Since I knew this one, I gruffly replied, “When the ident has curves like yours, baby, one look’s all that’s needed.”
She tried to look surprised. “I didn’t think you’d get that.”
“Saw the same show. Have it on DVD.”
She looked smug. “So our compatibility is based on more than just primary initial ident! Yes!”
“Glad there was something, since I didn’t see anything mutual on your part.”
“I fell in love with you the moment I saw you!” she squealed.
“You were looking at my laptop!”
“Oh, yeah.” Then she winced at having said that out loud, for now she wouldn’t be able to argue it.
Fortunately the model returned, glanced at us curiously, then struck a pose. . . literally.
Grinning in relief, Lea waved at her and retreated again. . .
But unable to stand the thought we were talking about her, she was back very quickly, where she saw me struggling with a flash umbrella, two steps up on a small ladder and teetering like memories of the playground. She quickly rushed over to help steady the ladder, giving the model a baleful look; the model shrugged and went to get some water, apparently believing that her job of calling for help if necessary was now in someone else’s hands.
The model startled and turned around, but by this time Lea was smiling sweetly at her, so she went back to her water bottle.
Wow, a telepathic curse! I don’t know my own brain strength!
She was frightened out of her own inanities when I jumped down to land beside her, then held her steady when she squeaked. “Sorry. I’m so used to moving silently. . .”
“I noticed that last night,” she smirked when she regained her composure, licking and then chewing on my jaw for emphasis. “By the way, I thought you preferred to use less light.”
“I’d shoot you under a tree, if there are any in this damned town. Why?”
She pointed to the object he’d just been adjusting.
“Got no choice, working in a studio. As a photographer, light is my life. . . don’t start singing.”

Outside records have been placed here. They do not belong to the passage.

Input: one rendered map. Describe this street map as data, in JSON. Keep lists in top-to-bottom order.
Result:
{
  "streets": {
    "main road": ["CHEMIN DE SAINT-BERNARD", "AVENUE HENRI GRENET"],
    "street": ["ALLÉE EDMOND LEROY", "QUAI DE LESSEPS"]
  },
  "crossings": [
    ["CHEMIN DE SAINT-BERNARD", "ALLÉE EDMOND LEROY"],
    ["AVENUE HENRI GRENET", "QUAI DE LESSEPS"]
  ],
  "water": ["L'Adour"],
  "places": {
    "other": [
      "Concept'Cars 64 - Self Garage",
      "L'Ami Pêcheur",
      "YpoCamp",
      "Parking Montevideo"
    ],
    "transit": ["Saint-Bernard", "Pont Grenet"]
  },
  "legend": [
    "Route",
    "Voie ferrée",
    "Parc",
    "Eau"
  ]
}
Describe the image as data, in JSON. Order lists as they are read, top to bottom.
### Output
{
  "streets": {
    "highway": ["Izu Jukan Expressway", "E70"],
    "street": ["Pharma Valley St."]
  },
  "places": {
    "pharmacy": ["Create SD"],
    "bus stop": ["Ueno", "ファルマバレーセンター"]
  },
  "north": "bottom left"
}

She smiled her delight, but didn’t say anything, kept on noshing on my face, making it difficult to talk, let alone concentrate.
“Remember, photography means drawing with light.”
“I get it!” she chirped brightly.
Staying there this time, she couldn’t help but notice I didn’t talk to this model nearly as much as I had with her. She remembered what I’d said about most models being bimbos, and believed the massive compliment I’d given her, if she hadn’t believed it before.
Suddenly she heard the model say, “I don’t have an accent, I’m from Brooklyn!”
Wow, the bitch was making an attempt at a sense of humor. Too much.
“Brooklyn is not an accent. It’s a speech impediment. It’s a mouth infection.”
Lea suddenly screamed and ran out, squealing, “Don’t say mouth infection!” Howz that for a screen test, buddy?
“Now you tell me!” came my dopplering voice behind her.
Okay, that was funny. . .
“I shutter at the size of your aperture,” she purred a few minutes later, running her hand over the long lens, which was fortunately not attached to anything at the moment. She threw me a wink, just in case I didn’t know where she was coming from.
“You really AREN’T a dumb model!”
“Thanks.” She had to work to freeze the smile.
“Although you’re the one with the aperture, babe.
She was probably right in thinking flouncing away again was the only response she could give. I didn’t see her again. . . until she got hungry, at which point I took her along to a business meeting I was scheduled for, knowing there was a good chance she could distract the other guy. . .
Worst of all possible worlds, the restaurant didn’t have a convenient subway stop nearby, which meant it was easier to. . . gasp! Walk!
“I want to be an actress!” she suddenly cried.
“There’s a shock. Thankfully you’re not like that around me.” Hadn’t she already said this? I couldn’t remember, and right now I had to concentrate on remembering the best route to the restaurant.
“The reason I bring this up again is because we are passing just a block away from a place where I’d really like to work.”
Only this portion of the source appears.